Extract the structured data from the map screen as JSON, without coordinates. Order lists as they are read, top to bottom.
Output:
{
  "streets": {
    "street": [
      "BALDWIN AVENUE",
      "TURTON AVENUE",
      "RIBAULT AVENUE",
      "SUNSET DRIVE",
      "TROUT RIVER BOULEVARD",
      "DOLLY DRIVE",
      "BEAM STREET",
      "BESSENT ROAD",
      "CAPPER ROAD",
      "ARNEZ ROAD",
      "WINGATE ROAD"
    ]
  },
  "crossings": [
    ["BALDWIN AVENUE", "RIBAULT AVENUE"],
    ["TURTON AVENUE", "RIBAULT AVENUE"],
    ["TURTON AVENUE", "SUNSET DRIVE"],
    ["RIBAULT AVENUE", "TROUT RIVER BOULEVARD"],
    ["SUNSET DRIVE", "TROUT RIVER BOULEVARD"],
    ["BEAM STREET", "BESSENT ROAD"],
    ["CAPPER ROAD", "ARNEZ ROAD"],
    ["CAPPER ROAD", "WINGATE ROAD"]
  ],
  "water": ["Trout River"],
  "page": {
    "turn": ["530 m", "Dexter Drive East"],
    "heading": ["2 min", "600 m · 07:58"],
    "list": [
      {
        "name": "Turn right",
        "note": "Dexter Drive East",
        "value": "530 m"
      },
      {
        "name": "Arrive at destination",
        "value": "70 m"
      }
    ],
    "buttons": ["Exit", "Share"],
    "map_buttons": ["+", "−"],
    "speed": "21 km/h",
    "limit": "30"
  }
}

+===+

**Aim of the exercise:** Could you work out how many lines in the material contain "WINGATE"? Reply with only that number.

**Problem solution:** 2